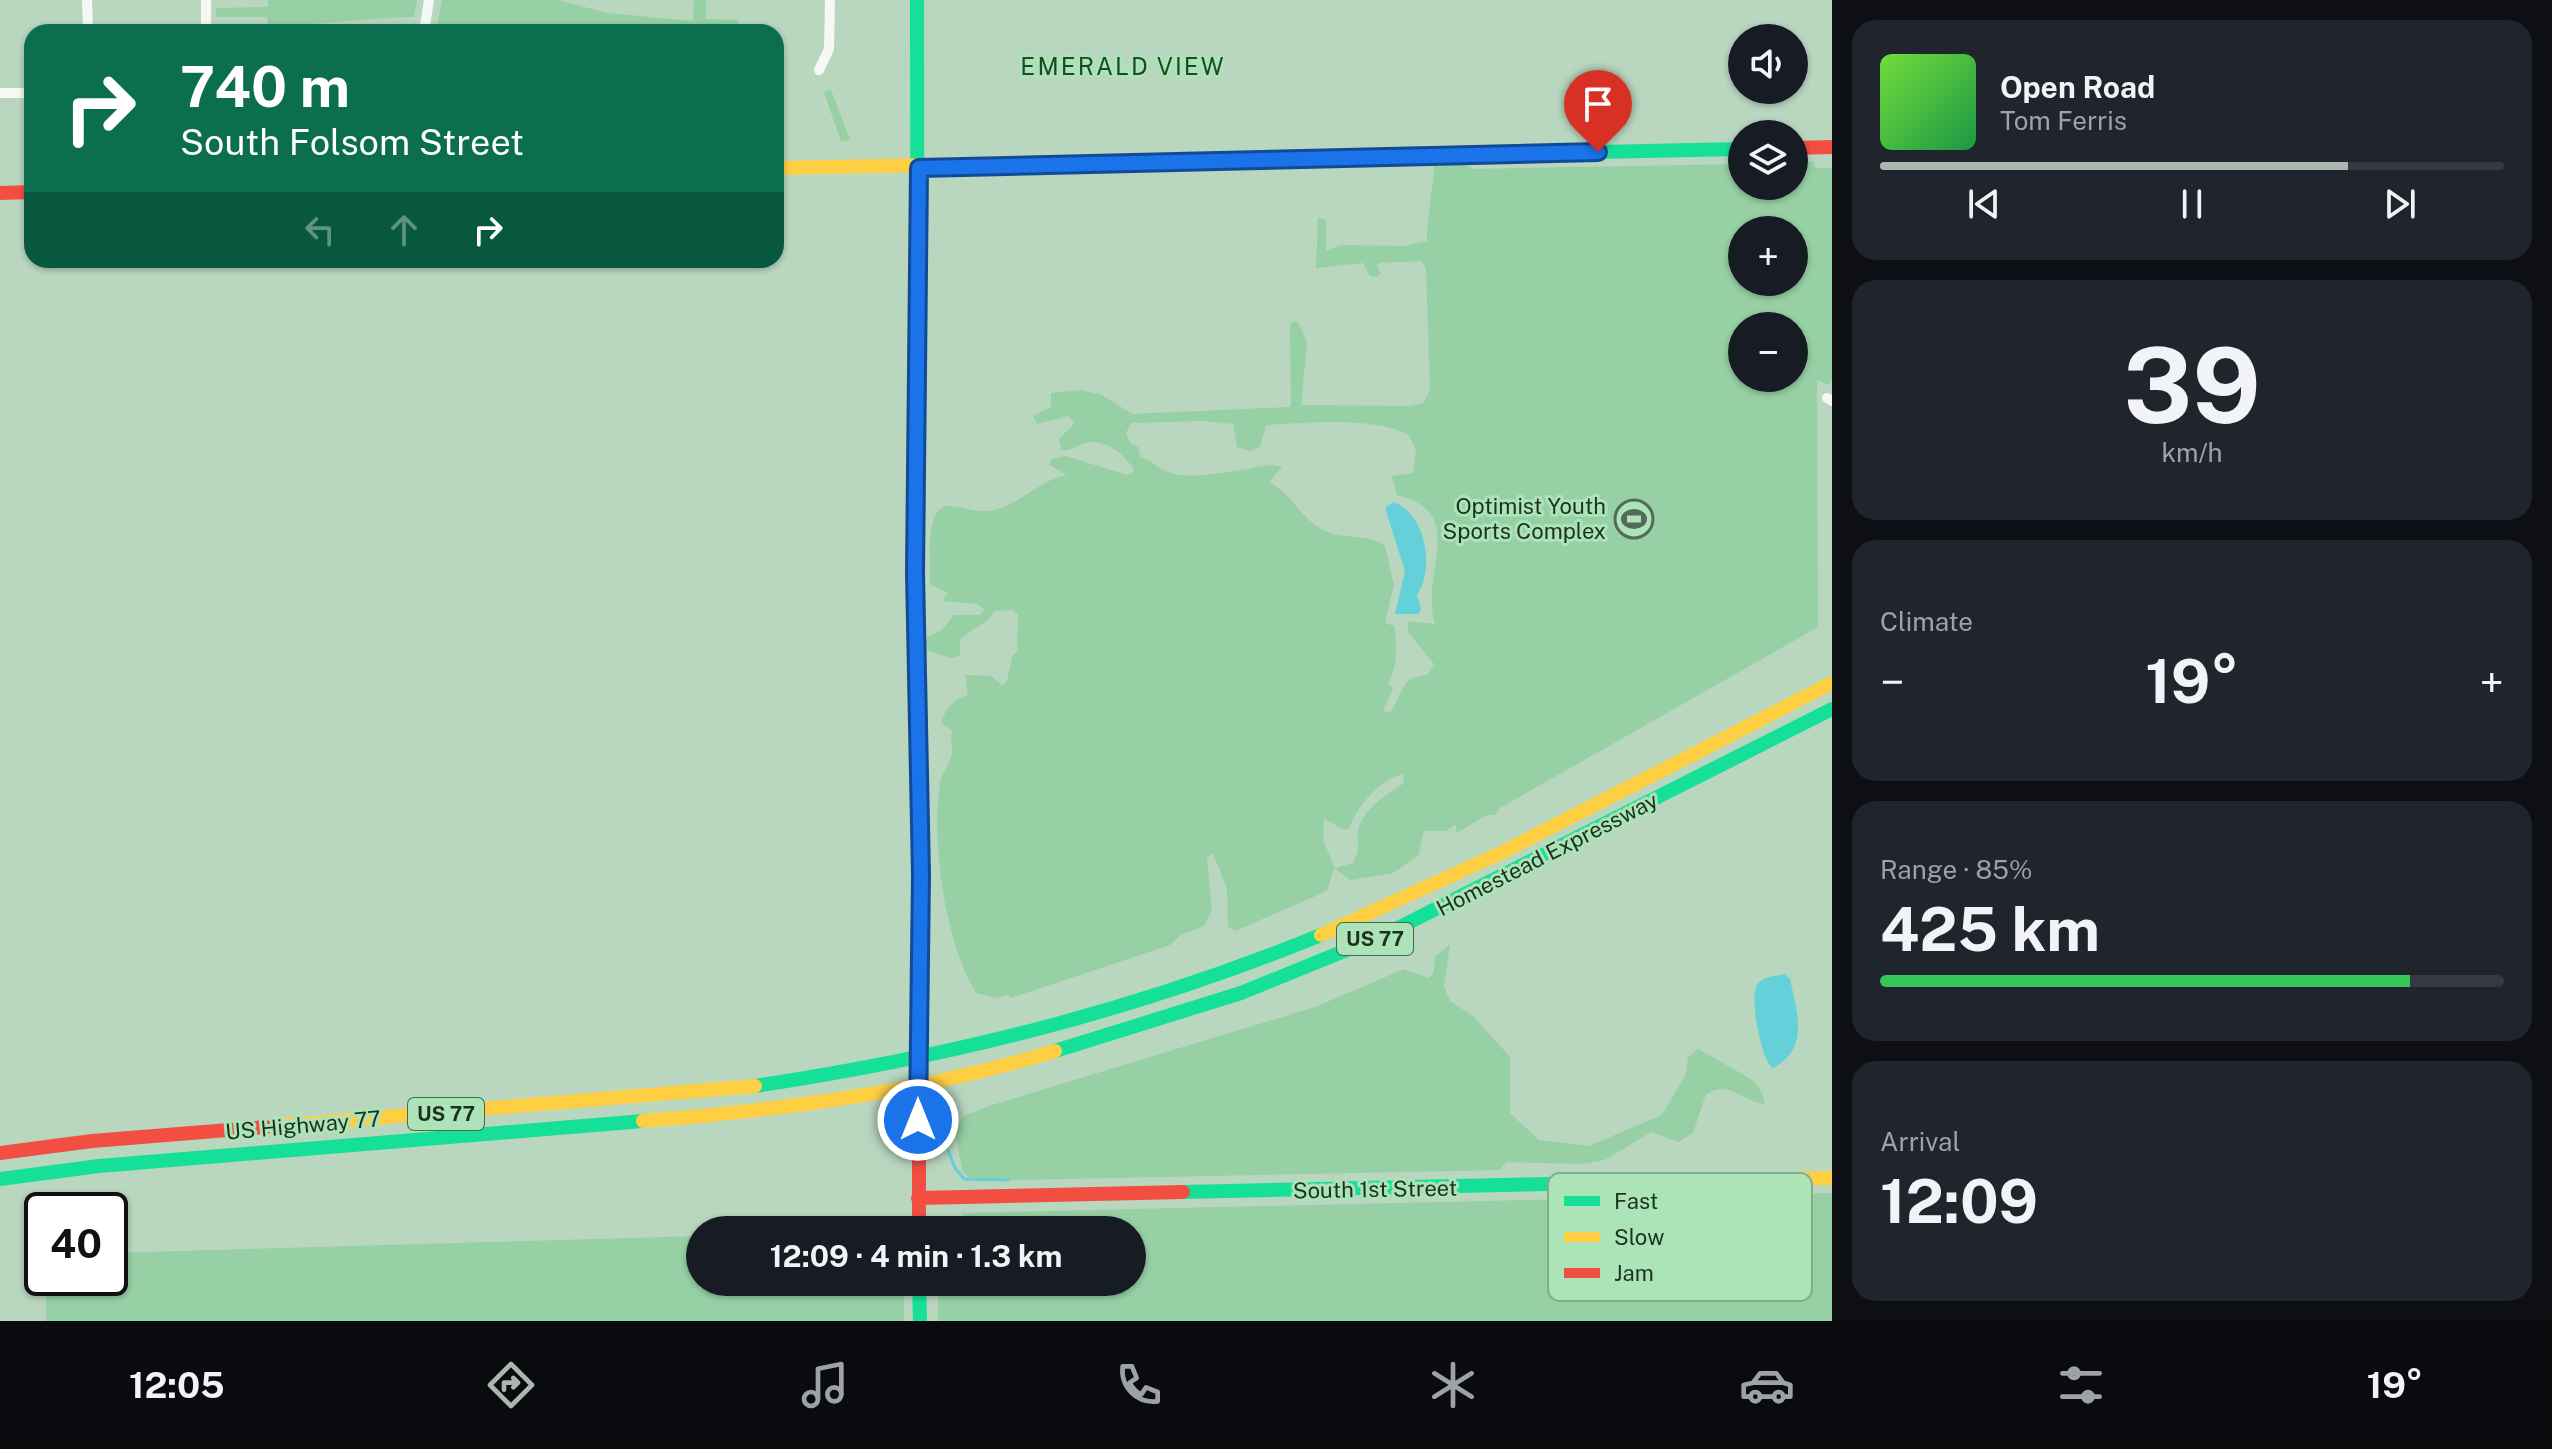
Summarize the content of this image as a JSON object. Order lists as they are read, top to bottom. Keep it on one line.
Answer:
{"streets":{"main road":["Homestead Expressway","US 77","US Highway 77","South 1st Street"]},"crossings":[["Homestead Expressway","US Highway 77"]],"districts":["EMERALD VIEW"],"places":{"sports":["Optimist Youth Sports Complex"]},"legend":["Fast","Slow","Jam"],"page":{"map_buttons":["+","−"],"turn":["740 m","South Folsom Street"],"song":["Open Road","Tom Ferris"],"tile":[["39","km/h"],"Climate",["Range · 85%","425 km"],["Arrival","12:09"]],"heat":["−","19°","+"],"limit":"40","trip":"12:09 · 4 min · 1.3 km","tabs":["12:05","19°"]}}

══════

▶ **YOUR ASSIGNMENT**
With pictures excluded, the data must be transcribed in full and to the letter.

▶ **ANSWER SPACE**
Summarize the content of this image as a JSON object. Order lists as they are read, top to bottom. Keep it on one line.
Answer:
{"streets":{"main road":["Homestead Expressway","US 77","US Highway 77","South 1st Street"]},"crossings":[["Homestead Expressway","US Highway 77"]],"districts":["EMERALD VIEW"],"places":{"sports":["Optimist Youth Sports Complex"]},"legend":["Fast","Slow","Jam"],"page":{"map_buttons":["+","−"],"turn":["740 m","South Folsom Street"],"song":["Open Road","Tom Ferris"],"tile":[["39","km/h"],"Climate",["Range · 85%","425 km"],["Arrival","12:09"]],"heat":["−","19°","+"],"limit":"40","trip":"12:09 · 4 min · 1.3 km","tabs":["12:05","19°"]}}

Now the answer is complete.